Der Samstagvormittag war ein wunderbarer Herbsttag, an dem die Sonne nach zögerlichem Verstecken hinten dem Morgennebel die Dächer zum Dampfen und die Spinnennetze des Altweibersommers zum Glitzern brachte. Im Neumarkter Ortsteil Pfongau fand in der spätgotischen, denkmalgeschützten Filialkirche zum hl. Martin ein griechisch-orthodoxer Gottesdienst mit Pfarrer Athanasios Papaefthymiou aus der nordgriechischen Stadt Larisa statt. Schon seit vielen Jahren organisiert Niko Kyrakidis ein oder zwei Mal einen solchen Gottesdienst. Niko der Grieche, wie er allgemein genannt wird, ist Gastronom und führt seit dem Frühling 2013 in Neumarkt am Wallersee den Karlwirt als griechisches Restaurant.

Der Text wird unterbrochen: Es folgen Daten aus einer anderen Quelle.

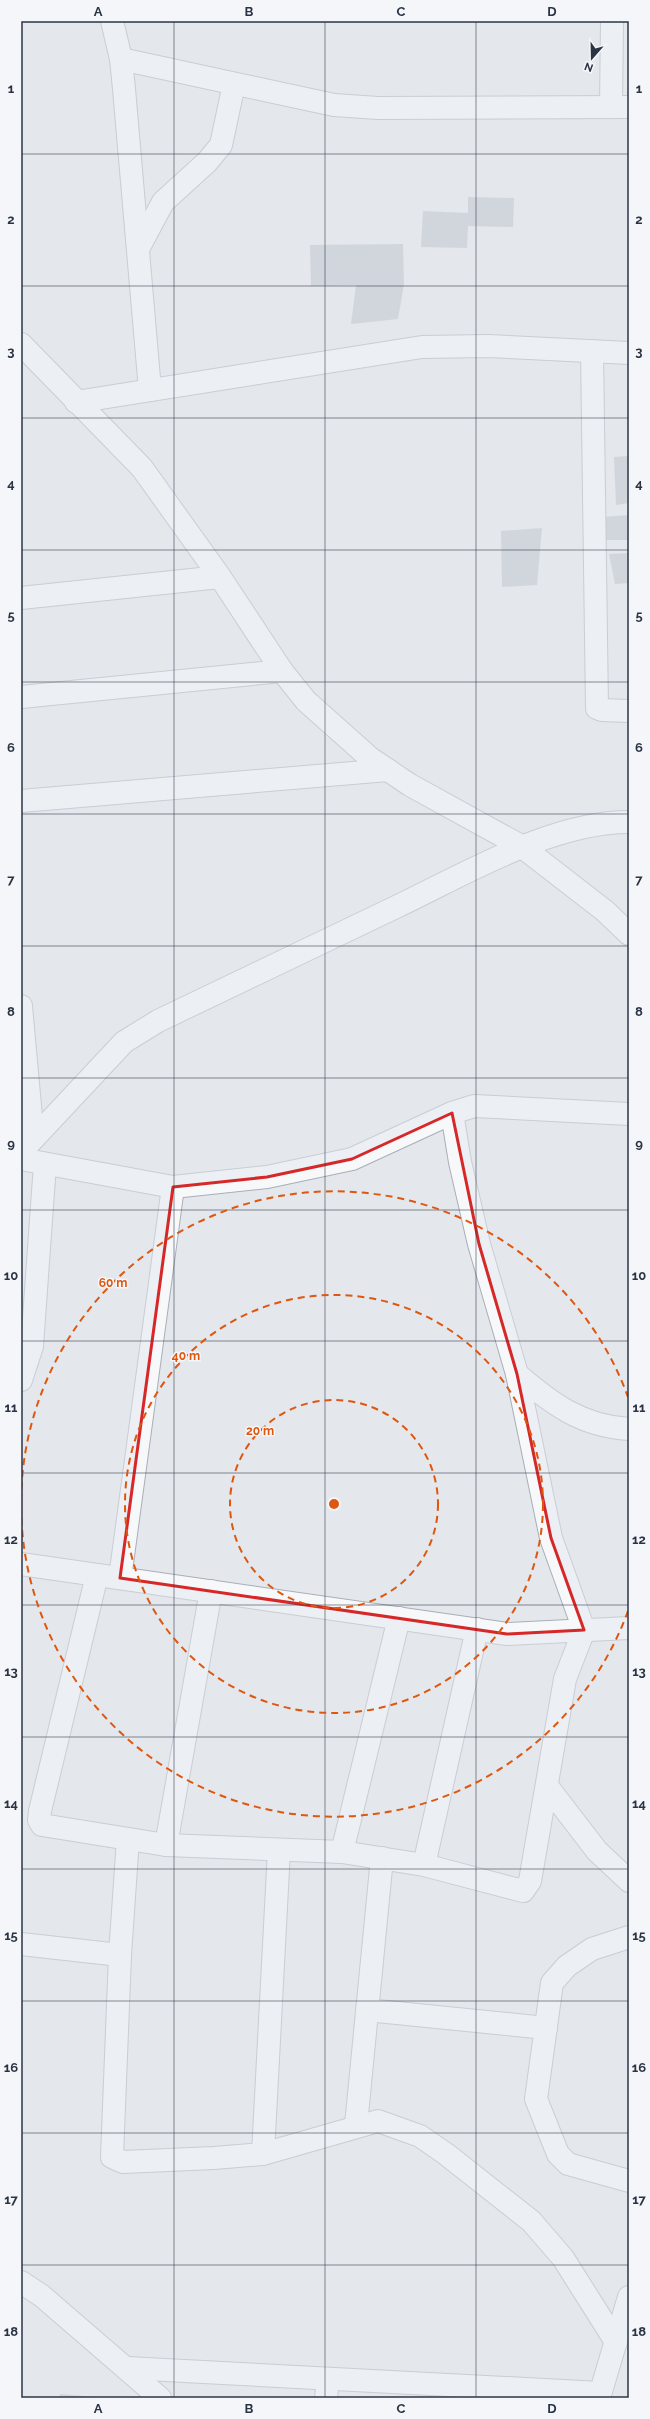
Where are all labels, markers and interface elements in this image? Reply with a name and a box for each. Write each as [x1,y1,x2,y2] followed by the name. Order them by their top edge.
[94,4,103,19] text: A
[245,4,254,19] text: B
[397,4,406,19] text: C
[547,4,557,19] text: D
[572,38,612,78] north arrow
[583,59,595,74] text: N
[8,81,15,96] text: 1
[636,81,643,96] text: 1
[7,212,15,227] text: 2
[635,212,643,227] text: 2
[7,344,15,359] text: 3
[635,344,643,359] text: 3
[7,476,15,491] text: 4
[635,476,643,491] text: 4
[7,608,15,623] text: 5
[635,608,643,623] text: 5
[7,740,15,755] text: 6
[635,740,643,755] text: 6
[7,872,15,887] text: 7
[635,872,643,887] text: 7
[7,1004,15,1019] text: 8
[635,1004,643,1019] text: 8
[7,1136,15,1151] text: 9
[635,1136,643,1151] text: 9
[4,1268,18,1283] text: 10
[632,1268,646,1283] text: 10
[99,1276,127,1290] text: 60 m
[172,1349,200,1363] text: 40 m
[5,1400,18,1415] text: 11
[633,1400,646,1415] text: 11
[246,1424,274,1438] text: 20 m
[327,1497,341,1511] centre of rings
[4,1532,18,1547] text: 12
[632,1532,646,1547] text: 12
[4,1664,18,1679] text: 13
[632,1664,646,1679] text: 13
[4,1796,18,1811] text: 14
[632,1796,646,1811] text: 14
[4,1928,18,1943] text: 15
[632,1928,646,1943] text: 15
[4,2060,18,2075] text: 16
[632,2060,646,2075] text: 16
[4,2192,19,2207] text: 17
[632,2192,647,2207] text: 17
[4,2324,18,2339] text: 18
[632,2324,646,2339] text: 18
[94,2401,103,2416] text: A
[245,2401,254,2416] text: B
[397,2401,406,2416] text: C
[547,2401,557,2416] text: D

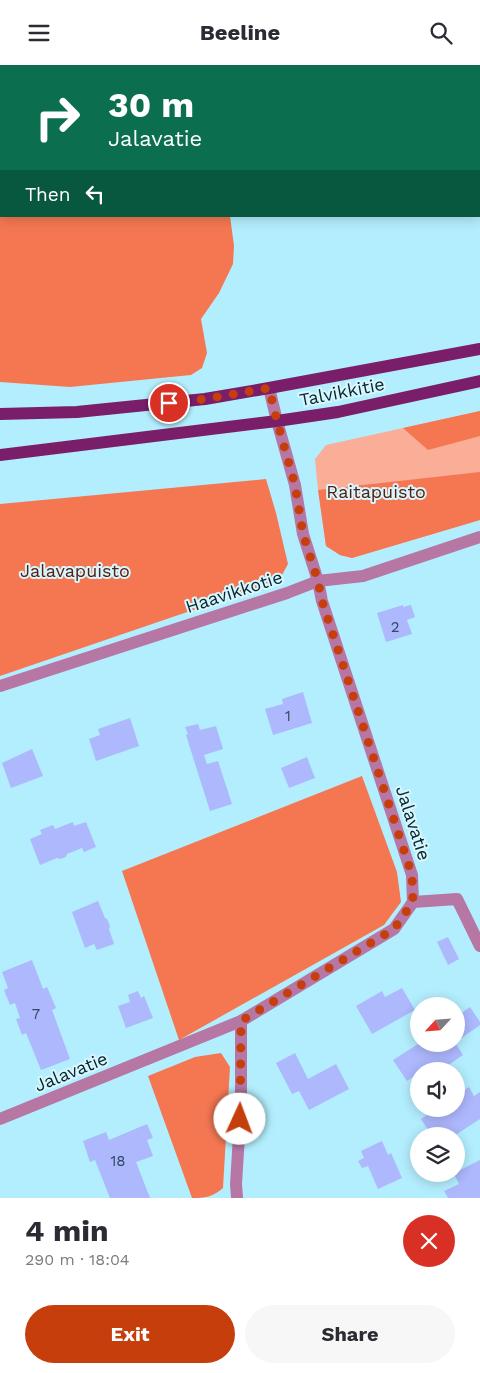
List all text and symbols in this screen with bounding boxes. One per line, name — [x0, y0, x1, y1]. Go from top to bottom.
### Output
icon: menu — [25, 19, 53, 47]
icon: search — [427, 19, 455, 47]
text: Beeline — [200, 20, 280, 45]
text: 30 m — [108, 84, 194, 126]
icon: right — [25, 85, 90, 150]
text: Jalavatie — [108, 126, 202, 151]
icon: left — [81, 180, 109, 208]
text: Then — [25, 183, 71, 206]
street label: Talvikkitie — [297, 373, 386, 410]
pin — [148, 382, 190, 424]
icon: arrive — [155, 389, 183, 417]
park label: Raitapuisto — [326, 481, 426, 502]
park label: Jalavapuisto — [20, 560, 130, 581]
street label: Haavikkotie — [183, 566, 285, 617]
house number: 2 — [391, 618, 399, 636]
house number: 1 — [285, 707, 291, 725]
street label: Jalavatie — [392, 783, 435, 863]
north arrow — [410, 997, 465, 1053]
map controls — [410, 997, 465, 1182]
house number: 7 — [32, 1005, 40, 1023]
street label: Jalavatie — [31, 1047, 111, 1096]
button: sound — [410, 1062, 465, 1117]
position arrow — [213, 1092, 265, 1144]
button: layers — [410, 1127, 465, 1182]
house number: 18 — [110, 1152, 126, 1170]
text: 4 min — [25, 1213, 109, 1248]
button: close — [403, 1215, 455, 1267]
text: 290 m · 18:04 — [25, 1250, 130, 1269]
button: Exit — [25, 1305, 235, 1363]
button: Share — [245, 1305, 455, 1363]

Der gut 75 Minuten dauernde Gottesdienst war geprägt von pausenlosen Gebeten und Gesängen. Dabei wechselten sich Niko Kyrakidis und der Pfarrer ab. Mehrmals ging dabei der Pfarrer in die Sakristei, um das Weihrauchgefäß zu holen, das zum Unterschied zur katholischen Kirche mit kleinen Glocken versehen ist. Das Läuten dieser Glocken soll schlechte Energie, Böses usw. aus dem Kirchenraum treiben.

Das Kreuzzeichen wird häufiger verwendet als in der katholischen Kirche, der Pfarrer kniete mehrmals vor dem Altar und besonders bemerkenswert war eine mehrmalige Bewegung vom Altar zum Boden und wieder aufwärts.

Bei diesem Gottesdienst wurde auch in einer besonderen Feier zweier Verstorbener gedacht, dem Bischof der griechisch-orthodoxen Kirche von Österreich und einer Angehörigen einer Gottesdienstbesucherin. Am Ende der Feier wurde eine süße Mischung aus Rosinen, gequollenen Körner einer Getreideart und Zucker den Messebesucher gereicht. Das sei so der Brauch, wurde erklärt, wenn man Verstorbenen gedacht hatte.